In a previous article, I introduced my Machine Vision course project in which I trained a U-net deep neural network architecture for building extraction from satellite images over Khartoum, Sudan. The U-net model performed image segmentation quite well, after which I developed a post-processing pipeline to evaluate the model on building detection, in which it unequivocally performed poorly. The purpose of this article is to go over why I think the model performed so poorly and how I could improve upon this performance in future iterations of the project.

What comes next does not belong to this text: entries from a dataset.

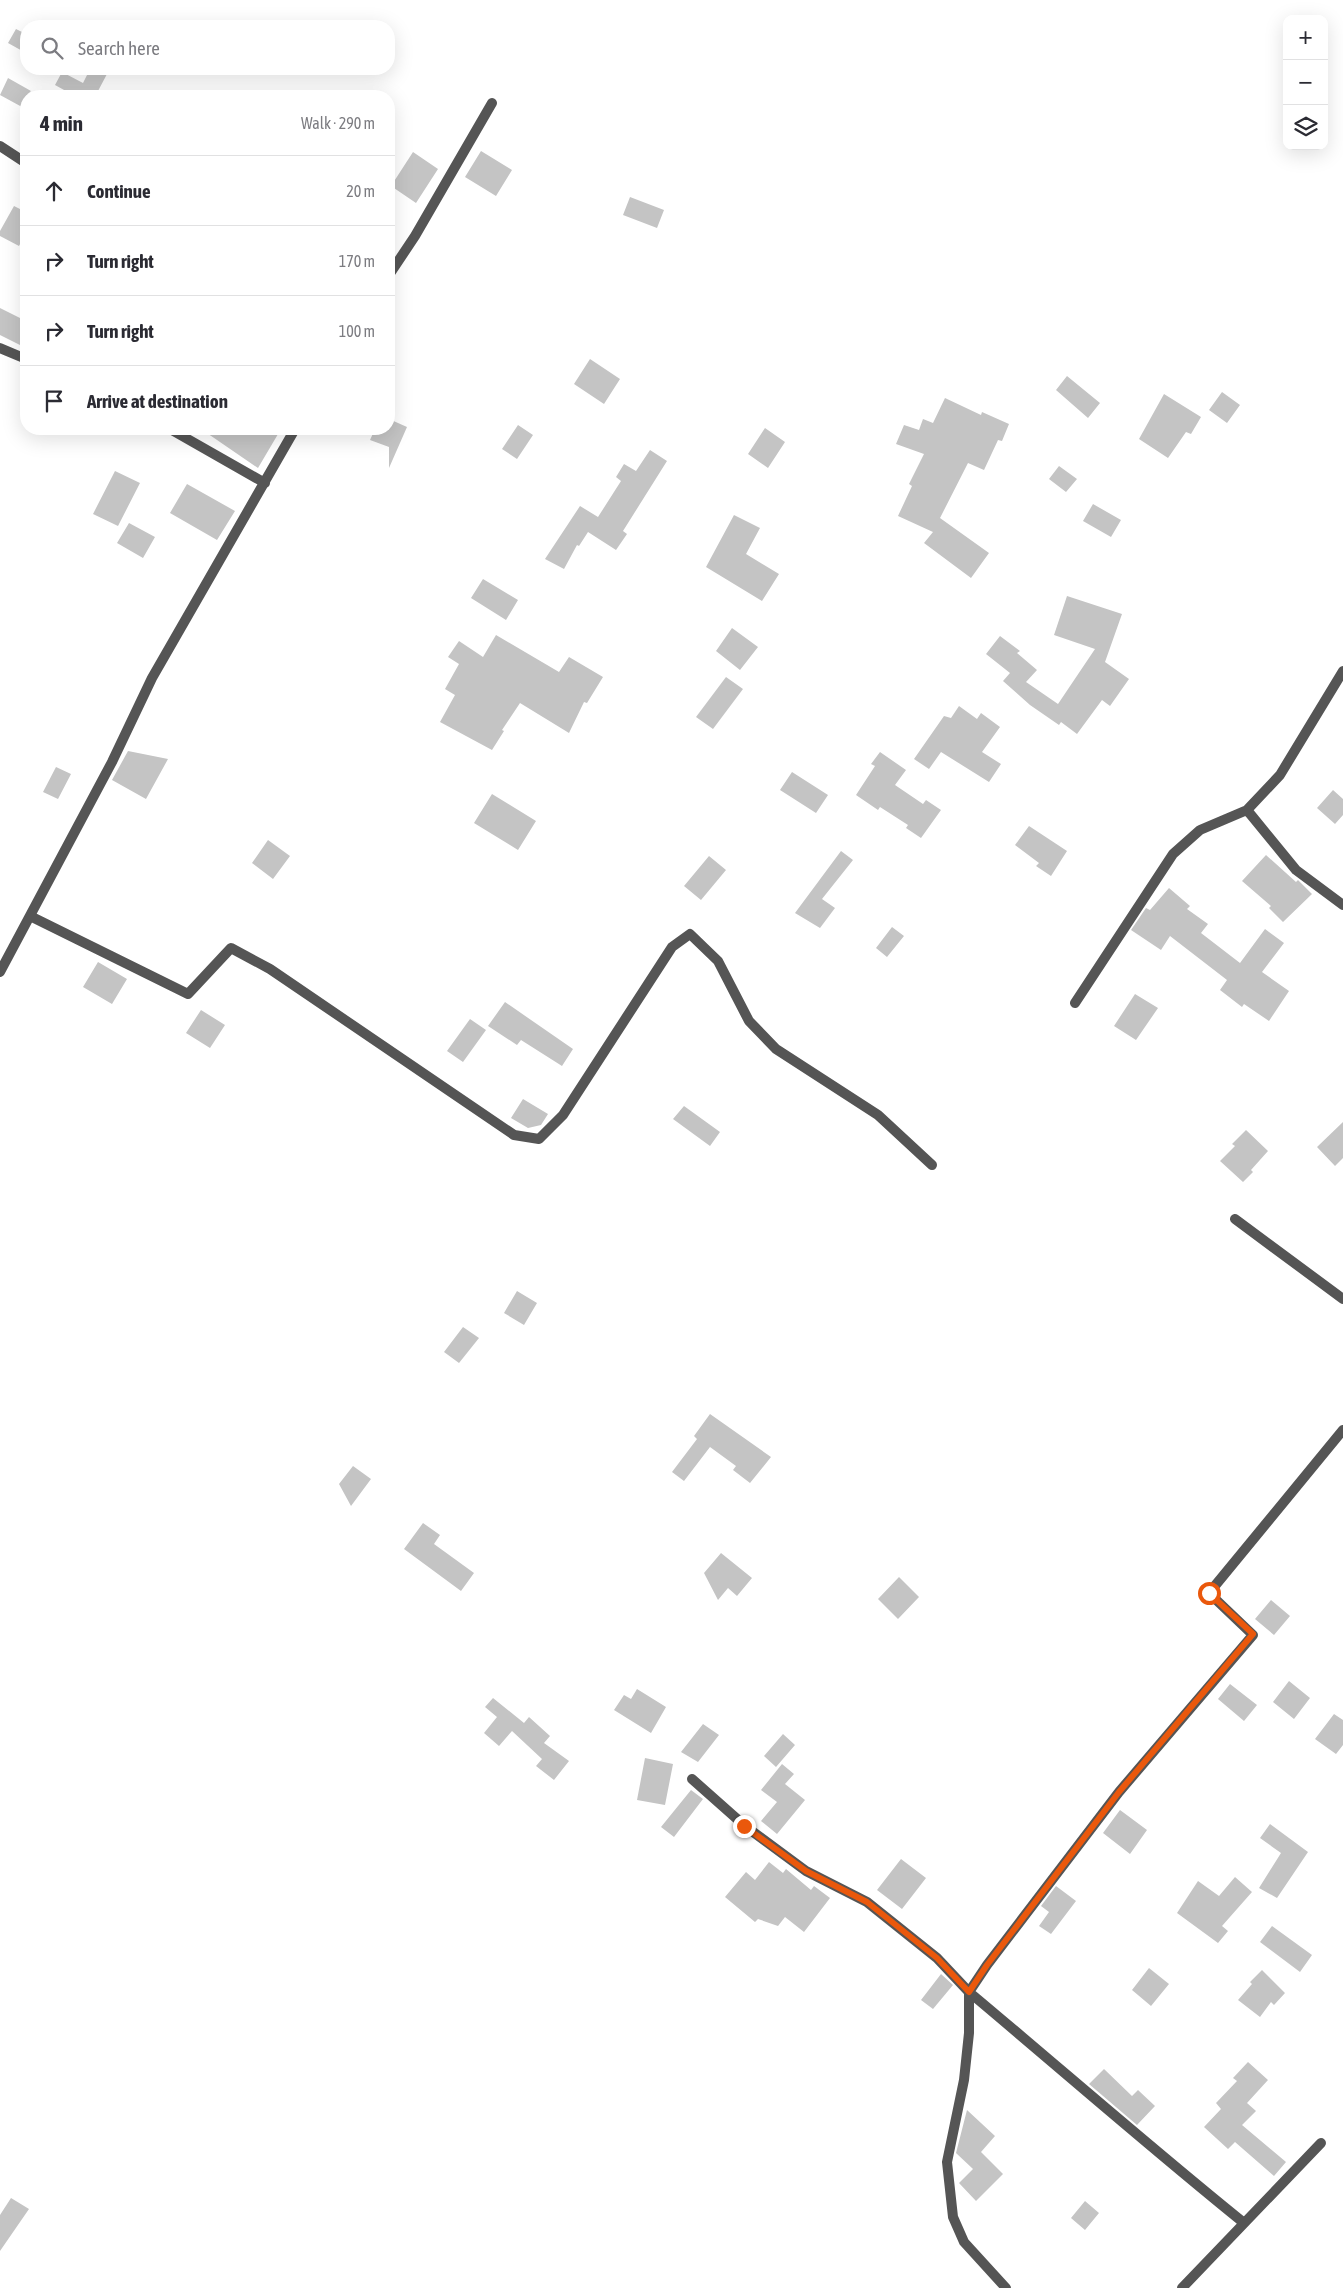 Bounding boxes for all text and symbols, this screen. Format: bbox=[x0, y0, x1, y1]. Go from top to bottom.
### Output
map controls bbox=[1283, 15, 1328, 150]
button: + bbox=[1283, 15, 1328, 60]
search box bbox=[20, 20, 395, 75]
icon: search bbox=[38, 34, 66, 62]
text: Search here bbox=[78, 37, 160, 59]
button: − bbox=[1283, 60, 1328, 105]
button: layers bbox=[1283, 105, 1328, 150]
text: 4 min bbox=[40, 111, 83, 135]
text: Walk · 290 m bbox=[301, 114, 375, 132]
icon: ahead bbox=[40, 177, 68, 205]
text: Continue bbox=[87, 180, 151, 202]
text: 20 m bbox=[346, 182, 375, 200]
icon: right bbox=[40, 247, 68, 275]
text: Turn right bbox=[87, 250, 154, 272]
text: 170 m bbox=[339, 252, 375, 270]
icon: right bbox=[40, 317, 68, 345]
text: Turn right bbox=[87, 320, 154, 342]
text: 100 m bbox=[339, 322, 375, 340]
icon: arrive bbox=[40, 387, 68, 415]
text: Arrive at destination bbox=[87, 390, 228, 412]
route start bbox=[1198, 1582, 1221, 1605]
route end bbox=[733, 1815, 756, 1838]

Critical Evaluation: Segmentation
In the first stage of this workflow, the U-net model was trained to segment the satellite images which gives each pixel in the image a value between zero and one: 1 for building, 0 for not-building. In the first iteration of this project, I experimented with custom-built U-net architecture using PyTorch that did not include the pretrained ResNet34 encoder as I’ve described in the previous article. I assumed that a ResNet34 encoder wouldn’t have a significant impact on our model’s performance because it’s trained on the ImageNet dataset which is not primarily satellite imagery, but this reduced U-net only achieved a per pixel F1-score of 0.723 compared to 0.801 for the full model with the ResNet34 encoder. Still, it’s not clear to me whether this increase in accuracy came from the superior architecture design of the ResNet34 encoder over the standard U-net architecture of convolutions, ReLu activations, and downsampling or from the pretrained weights themselves, but this does highlight the importance of model selection. For future iterations of the project, I’d like to experiment with more U-net variants. Two notable architectures are FeedbackNet and SetNet which have both been deployed successfully for building extraction tasks in developing countries [3] [2] [1].

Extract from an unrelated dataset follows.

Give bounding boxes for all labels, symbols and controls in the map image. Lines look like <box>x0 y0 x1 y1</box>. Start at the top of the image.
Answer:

While the F1-score for segmentation was reasonably high, the model’s performance measured by Intersection over Union for segmentation was slightly lower: 0.64, which suggests that the model suffered from false positives more than false negatives. By visualizing some of the prediction maps from this model, we can see that this model tends to hallucinate buildings around farmland and highways, as shown in the image below. This is understandable considering that the hard edges of roads and farmland have the distinct signature of being man-made while also having a similar color to many of the concrete and brick buildings made from local dirt and clay. I believe this problem can be solved by creating distance maps as segmentation targets, which will be described in more detail later in this article.

There were a few occasions of false negative predictions (i.e. the model ignored a building in the image) when evaluating the model. The image below shows the largest error of a false negative in the dataset. There are three buildings with the same shade of dark roof that the U-net completely missed in its prediction. This could have been caused in part by the lack of dark roofs in the training dataset or by the fact that the roof color looks similar to the dark green of the trees and bushes in the region (seen in the lower right hand corner of the image below). To address both potential issues at their source, I’d like to gather a larger training dataset and also use all 8-bands (particularly the IR band) of the dataset for training the model. The former is unlikely to happen anytime soon on my budget, but the latter would required some small architectural changes to the input layers of the U-net to accommodate 8-bands instead of just 3. Infrared (IR) light is absorbed by the water content in the trees and bushes and is therefore distinguishable from other green objects in 8-band images. The black-and-white images below illustrate this point for this particular false negative, but in short, I think a U-net trained on 8-band images would have fewer false negatives than my current model.


Critical Evaluation: Detection
After image segmentation, I applied a custom post-processing pipeline for building detection from the U-net’s image segmentations. While segmentation attempts to label each pixel as either building or not, detection attempts to identify objects as coherent groups of pixels within an image. For example, building detection algorithms will ideally seek to identify two buildings that are near each other as separate buildings while segmentation is only concerned with labeling individual pixels values as building or not-building.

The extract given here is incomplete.